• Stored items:
= = = = =
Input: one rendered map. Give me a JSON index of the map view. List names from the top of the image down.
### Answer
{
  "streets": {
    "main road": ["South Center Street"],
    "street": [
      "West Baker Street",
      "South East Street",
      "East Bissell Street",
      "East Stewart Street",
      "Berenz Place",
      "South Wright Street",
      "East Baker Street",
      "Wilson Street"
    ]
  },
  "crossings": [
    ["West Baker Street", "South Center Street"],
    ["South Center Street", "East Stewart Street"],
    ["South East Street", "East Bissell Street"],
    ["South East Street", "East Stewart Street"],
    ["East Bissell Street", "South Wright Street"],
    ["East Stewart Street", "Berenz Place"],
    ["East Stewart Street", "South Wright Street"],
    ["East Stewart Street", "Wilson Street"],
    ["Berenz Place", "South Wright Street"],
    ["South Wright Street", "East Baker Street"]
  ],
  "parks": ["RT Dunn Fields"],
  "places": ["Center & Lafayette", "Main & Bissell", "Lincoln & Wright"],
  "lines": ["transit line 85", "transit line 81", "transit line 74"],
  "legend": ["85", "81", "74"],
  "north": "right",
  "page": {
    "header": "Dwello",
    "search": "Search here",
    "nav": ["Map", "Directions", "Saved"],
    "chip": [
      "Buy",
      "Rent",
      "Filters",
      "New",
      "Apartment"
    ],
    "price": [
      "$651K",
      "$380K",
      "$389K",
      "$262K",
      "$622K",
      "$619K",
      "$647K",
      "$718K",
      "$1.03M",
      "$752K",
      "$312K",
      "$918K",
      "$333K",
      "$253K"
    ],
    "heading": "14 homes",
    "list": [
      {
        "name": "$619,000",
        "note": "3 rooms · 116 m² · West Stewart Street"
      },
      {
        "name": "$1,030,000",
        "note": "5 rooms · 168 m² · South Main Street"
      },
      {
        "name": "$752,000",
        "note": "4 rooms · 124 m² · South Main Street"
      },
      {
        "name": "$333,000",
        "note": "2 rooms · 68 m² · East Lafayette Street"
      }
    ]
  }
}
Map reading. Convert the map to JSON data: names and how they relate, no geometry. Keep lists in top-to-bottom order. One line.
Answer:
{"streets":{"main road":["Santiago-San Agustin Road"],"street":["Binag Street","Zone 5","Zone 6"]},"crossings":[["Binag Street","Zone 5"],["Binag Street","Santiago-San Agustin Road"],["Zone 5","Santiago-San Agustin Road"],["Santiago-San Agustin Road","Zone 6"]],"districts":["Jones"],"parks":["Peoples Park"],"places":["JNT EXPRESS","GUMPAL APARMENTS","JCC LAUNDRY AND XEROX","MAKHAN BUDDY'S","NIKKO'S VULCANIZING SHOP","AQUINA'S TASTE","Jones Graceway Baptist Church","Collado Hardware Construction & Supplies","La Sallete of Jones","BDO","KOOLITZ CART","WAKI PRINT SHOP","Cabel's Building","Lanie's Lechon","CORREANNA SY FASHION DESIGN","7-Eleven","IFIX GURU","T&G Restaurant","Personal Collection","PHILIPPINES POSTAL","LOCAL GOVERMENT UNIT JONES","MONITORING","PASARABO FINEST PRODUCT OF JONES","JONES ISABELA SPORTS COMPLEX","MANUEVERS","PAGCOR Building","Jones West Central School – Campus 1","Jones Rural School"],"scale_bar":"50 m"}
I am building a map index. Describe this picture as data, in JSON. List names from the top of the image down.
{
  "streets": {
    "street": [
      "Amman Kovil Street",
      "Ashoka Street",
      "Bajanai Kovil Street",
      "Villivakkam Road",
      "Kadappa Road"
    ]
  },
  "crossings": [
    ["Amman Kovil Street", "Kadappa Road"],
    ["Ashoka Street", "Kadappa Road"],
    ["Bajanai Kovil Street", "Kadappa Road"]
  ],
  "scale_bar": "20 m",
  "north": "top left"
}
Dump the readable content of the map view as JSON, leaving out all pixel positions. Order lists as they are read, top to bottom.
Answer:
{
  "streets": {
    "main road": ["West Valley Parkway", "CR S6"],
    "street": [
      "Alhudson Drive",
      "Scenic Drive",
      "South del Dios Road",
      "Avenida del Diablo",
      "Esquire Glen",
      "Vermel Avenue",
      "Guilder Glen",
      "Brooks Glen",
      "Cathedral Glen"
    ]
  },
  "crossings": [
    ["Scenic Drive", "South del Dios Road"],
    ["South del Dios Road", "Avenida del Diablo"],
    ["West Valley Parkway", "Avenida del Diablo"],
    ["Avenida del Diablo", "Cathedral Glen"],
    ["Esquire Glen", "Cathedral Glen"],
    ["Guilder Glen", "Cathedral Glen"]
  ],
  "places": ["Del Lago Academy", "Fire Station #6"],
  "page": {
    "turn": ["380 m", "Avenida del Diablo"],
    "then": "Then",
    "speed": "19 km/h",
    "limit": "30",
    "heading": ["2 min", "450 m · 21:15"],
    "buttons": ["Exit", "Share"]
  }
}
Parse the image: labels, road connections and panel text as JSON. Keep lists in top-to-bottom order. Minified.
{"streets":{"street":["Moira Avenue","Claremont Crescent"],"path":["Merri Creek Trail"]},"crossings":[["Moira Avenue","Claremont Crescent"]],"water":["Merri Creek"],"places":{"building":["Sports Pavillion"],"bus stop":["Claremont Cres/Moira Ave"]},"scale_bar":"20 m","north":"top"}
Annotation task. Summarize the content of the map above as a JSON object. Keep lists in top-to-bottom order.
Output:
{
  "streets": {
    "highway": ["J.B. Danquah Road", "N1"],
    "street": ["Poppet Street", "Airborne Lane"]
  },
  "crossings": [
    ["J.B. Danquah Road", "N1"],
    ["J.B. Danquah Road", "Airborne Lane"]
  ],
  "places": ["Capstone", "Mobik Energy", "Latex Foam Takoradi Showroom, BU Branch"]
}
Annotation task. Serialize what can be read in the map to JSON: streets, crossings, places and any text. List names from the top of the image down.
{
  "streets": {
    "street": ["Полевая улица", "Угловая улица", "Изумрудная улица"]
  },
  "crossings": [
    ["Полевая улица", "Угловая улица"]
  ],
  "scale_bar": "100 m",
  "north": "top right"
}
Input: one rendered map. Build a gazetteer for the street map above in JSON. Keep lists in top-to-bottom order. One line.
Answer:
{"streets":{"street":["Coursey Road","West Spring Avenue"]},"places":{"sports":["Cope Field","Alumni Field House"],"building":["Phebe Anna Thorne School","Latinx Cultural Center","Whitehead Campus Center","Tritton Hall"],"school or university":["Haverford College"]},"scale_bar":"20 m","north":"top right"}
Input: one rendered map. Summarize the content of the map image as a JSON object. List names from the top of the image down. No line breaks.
= = = = =
• TASK:
Each line holding the string "Input" counts once. Work out the number of such lines in the data and give only that.

• SOLVED EXERCISE:
3